Pew Marine Conservation Fellows Co-Author Science Article on Impacts of biodiversity loss on ocean ecosystem services.
November 06, 2006

A recent Science publication warns that the world will run out of seafood by 2048 if steep declines in marine species continue at current rates, based on a four-year study of catch data and the effects of fisheries collapses. The co-authors of the paper, written by an international group of ecologists and economists, include Pew Marine Conservation Fellows Carl Folke, Stephen Palumbi, and Enric Sala.

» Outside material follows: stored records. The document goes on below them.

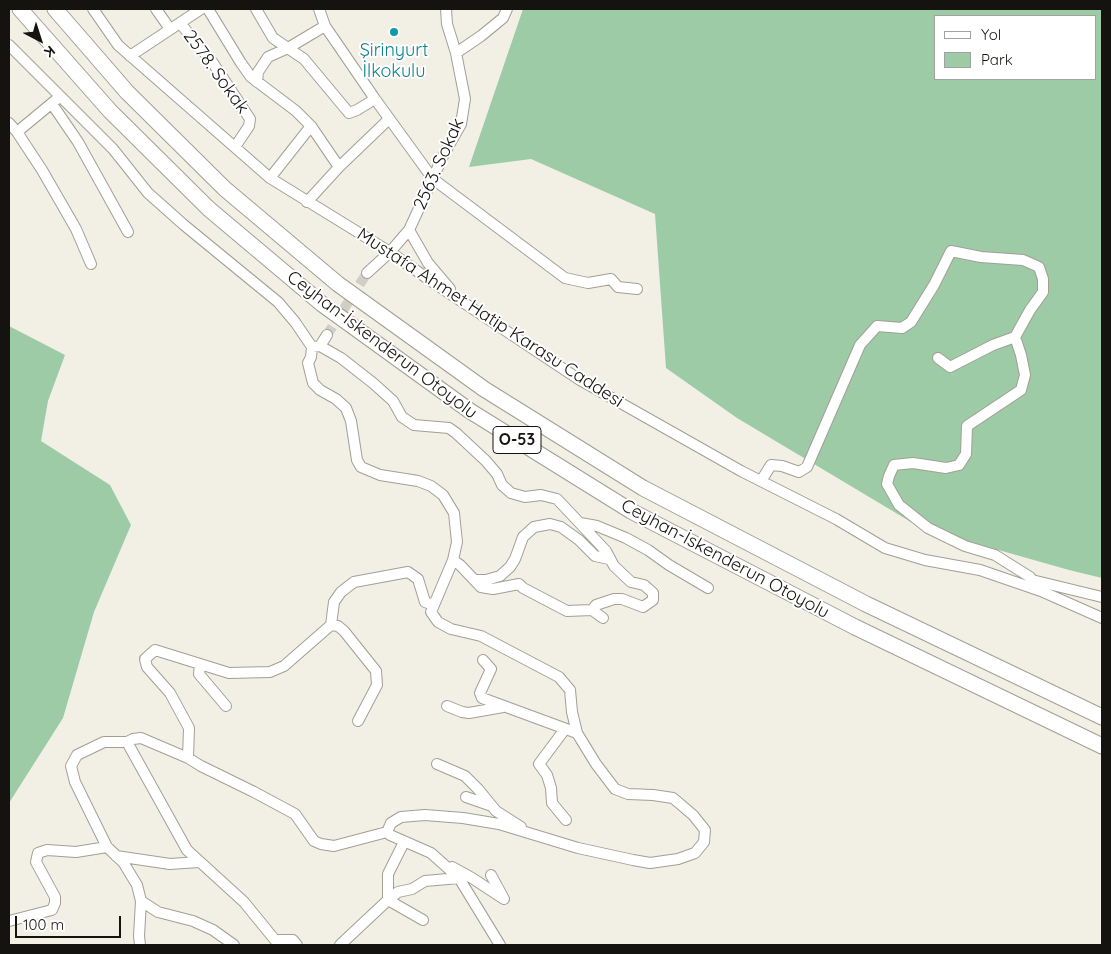 <!DOCTYPE html>
<html>
<head>
<meta charset="utf-8">
<style>
  body { margin:0 }
  #map { position:relative; width:1111px; height:954px; overflow:hidden; background:#f2f0e5; font-family:Quicksand,sans-serif }
  canvas { display:block }
  .frame { position:absolute; inset:0; border:10px solid #14130f; pointer-events:none }
  .legend { position:absolute; left:934px; top:15px; width:162px; height:65px; box-sizing:border-box; background:#fff; border:1px solid #a1a19f; margin:0; padding:6px 9px; list-style:none; font-size:15px; color:#14130f }
  .legend li { display:flex; align-items:center; gap:10px; height:25px }
  .legend b { width:25px; border:1px solid #a1a19f }
  .north { position:absolute; left:15px; top:15px; width:50px; height:50px; -webkit-text-stroke:4px #fff; paint-order:stroke; rotate:140deg; font-size:14px; font-weight:700; line-height:20px; text-align:center; color:#14130f }
  .north::after { content:''; display:block; margin:auto; width:18px; height:22px; background:#14130f; clip-path:polygon(50% 0,100% 100%,50% 72%,0 100%) }
  .scale { position:absolute; left:15px; top:916px; width:106px; height:22px; box-sizing:border-box; border:2px solid #14130f; border-top:0; padding-left:6px; font-size:15px; line-height:18px; white-space:nowrap; color:#14130f; -webkit-text-stroke:4px #fff; paint-order:stroke }
</style>
</head>
<body>
<div id="map">
<canvas width="1111" height="954"></canvas>
<div class="frame"></div>
<ul class="legend">
<li><b style="height:6px;background:#fff"></b>Yol</li>
<li><b style="height:14px;background:#9dcba6"></b>Park</li>
</ul>
<div class="north">K</div>
<div class="scale">100 m</div>
</div>
<script>
const context = document.querySelector('canvas').getContext('2d');
context.lineJoin = 'round';
function paint(path, color) { context.fillStyle = color; context.fill(path, 'evenodd'); }
const toPath = rows => new Path2D(rows.map(r => 'M' + r).join(''));
function trace(path, color, width, dash) { context.strokeStyle = color; context.lineWidth = width; context.lineCap = dash ? 'butt' : 'round'; context.setLineDash(dash || []); context.stroke(path); }
function write(font, color, halo, rows, align = 'center') {
  context.font = font + ' Quicksand,sans-serif'; context.lineWidth = 4; context.setLineDash([]); context.textBaseline = 'middle'; context.strokeStyle = halo; context.fillStyle = color; for (const [text, x, y, turn = 0] of rows) {
    context.save(); context.translate(x, y); context.rotate((+turn || 0) * Math.PI / 180); context.textAlign = isNaN(turn) ? turn : align; if (halo) context.strokeText(text, 0, 0); context.fillText(text, 0, 0); context.restore();
  }
}
paint(toPath([
  [523,9,1102,9,1102,578,1069,570,921,528,737,418,666,368,655,214,531,159,469,167],
  [935,16,1095,16,1095,79,935,79],
  [9,326,65,355,48,401,41,441,110,485,131,525,94,612,63,718,9,803]
]), '#9dcba6');
trace(toPath([
  [327,335,367,273]
]), '#d1cfc5', 10, [10, 5]);
const minor = toPath([
  [93,9,118,45,270,178,390,252,431,281,580,380,741,471,836,519,885,548,925,560,980,570,1041,591,1102,618],
  [156,9,170,29],
  [208,9,241,63,251,77,296,111,311,126,339,167],
  [256,9,273,38,304,59,349,113,357,110,375,99],
  [319,9,325,26,375,99,433,179,565,278,588,283,611,279,618,287,637,289],
  [180,23,213,63,250,119,249,126,235,147],
  [9,45,113,149,148,193,184,225,278,302,295,322,312,347],
  [456,53,481,36,503,18,507,9],
  [130,56,201,9],
  [257,82,258,72,268,57,288,48,325,26],
  [52,104,78,142,128,232],
  [9,123,17,132,42,170,76,229,91,264],
  [17,132,57,99],
  [270,178,311,126],
  [307,202,339,167,389,119],
  [409,230,428,263,450,289],
  [367,273,390,252,409,230,444,154,461,124,465,99,456,53,447,24,446,9],
  [320,346,327,335],
  [938,358,950,367,993,345,1015,337],
  [761,481,771,465,782,466,799,472,807,467,860,345,877,326,902,328,911,322,934,285,951,251,981,257,1023,260,1039,267,1043,279,1043,292,1030,310,1015,337,1021,355,1025,375,1021,390,967,426,966,454,959,465,946,468,913,463,894,465,889,476,887,484,899,505,928,528,965,546,995,555,1030,577,1040,590],
  [580,523,597,526,626,538,648,550,669,565,708,588],
  [453,560,460,565,481,587,493,589,519,584,523,588,567,611,592,610],
  [474,580,486,580,500,576,510,567,515,559,523,537,534,527,550,524,561,527,579,540,595,556,609,559],
  [1032,580,1102,597],
  [331,625,338,626,344,631,376,671,377,685,358,721],
  [483,660,491,669,480,693,482,698,577,733],
  [200,664,199,674,226,706],
  [447,706,462,712,469,713,503,707],
  [565,729,539,764,547,775,551,788,552,803,566,820],
  [127,742,187,850,244,902,275,940,293,940,297,945],
  [188,758,189,728,170,693,147,667,145,659,155,650,229,673,270,672,284,666,331,625,334,602,341,592,354,582,408,572,418,579,425,602,433,605],
  [437,764,465,776,478,789,496,811,521,827],
  [466,797,492,806],
  [116,856,170,864,199,862],
  [452,867,472,878,504,899,491,875],
  [141,901,158,912,193,921,213,930,234,945],
  [423,920,388,900,398,892,412,889,425,881,459,878],
  [9,921,48,911,52,910,55,903,55,897,36,862,38,853,47,850,76,852,107,847],
  [140,945,139,936,141,901,137,885,123,862,107,847,75,782,71,766,77,755,104,742,127,742,133,739,141,738,188,758,201,766,254,792,295,814,314,841,321,844,334,846,387,832],
  [340,945,388,900,388,874,404,842],
  [500,945,459,878,431,853,390,835,387,832,391,823,401,817,425,815,463,818,499,824,578,848,633,860,650,863,678,859,695,853,704,842,705,830,693,815,673,798,653,795,628,794,615,789,596,764,577,733,572,712,570,690,559,677,481,636,451,629,438,622,431,612,453,560,457,542,454,513,443,495,431,486,418,481,380,475,361,467,357,460,351,421,346,408,336,399,320,390,313,383,308,363,311,357,312,347,320,346,341,358,373,383,393,401,402,417,414,425,449,428,456,433,486,461,497,474,502,485,511,493,525,497,541,495,557,499,606,551,614,566,631,582,644,585,653,593,653,600,643,607,622,599,614,599,596,605,592,610,603,618]
]);
const highway = toPath([
  [20,9,110,111,209,209,322,304,470,411,631,511,855,627,1102,746],
  [55,9,127,92,225,189,338,284,484,389,643,488,866,604,1102,717]
]);
trace(minor, '#a29f95', 12);
trace(highway, '#a29f95', 17);
trace(minor, '#fff', 10);
trace(highway, '#fff', 15);
for (const [x, y, r, color] of [
  [394,32,5,"#0f9aa8"]
]) { const dot = new Path2D(); dot.arc(x, y, r, 0, 2 * Math.PI); context.fillStyle = color; context.fill(dot); trace(dot, '#fff', 2); }
for (const [x, y, w] of [
  [517,440,48]
]) { const box = new Path2D(); box.roundRect(x - w / 2, y - 13.5, w, 27, 4); context.fillStyle = '#fff'; context.fill(box); trace(box, '#14130f', 1); }
write('bold 16px', '#14130f', null, [
  ["O-53",517,440]
]);
write('18px', '#0d838f', '#fff', [
  ["Şirinyurt",394,51],
  ["İlkokulu",394,72]
]);
write('18px', '#14130f', '#fff', [
  ["2578. Sokak",216,72,54],
  ["2563. Sokak",439,164,-66],
  ["Mustafa Ahmet Hatip Karasu Caddesi",490,318,33],
  ["Ceyhan-İskenderun Otoyolu",382,345,37],
  ["Ceyhan-İskenderun Otoyolu",725,559,28]
]);
</script>
</body>
</html>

The recent paper, published in the journal Science (Worm et al. 2006), predicts the global collapse (defined as fish catches dropping below 10 percent of historic catches) of all currently fished taxa by 2048. The prediction is based on a meta-analysis of published data in which the authors examined the effects of declining species diversity on marine ecosystem services. Results suggest that the loss of biodiversity in coastal ecosystems has led to the impairment of critical ecosystem services, such as the filtering services provided by suspension feeders and submerged vegetation that contribute to the maintenance of high water quality. The authors also used the United Nations Food and Agriculture Organization’s global catch database for the period from 1950 to 2003 to examine relationships between biodiversity and ecosystem services in 64 large marine ecosystems (greater than 150,000 square-km).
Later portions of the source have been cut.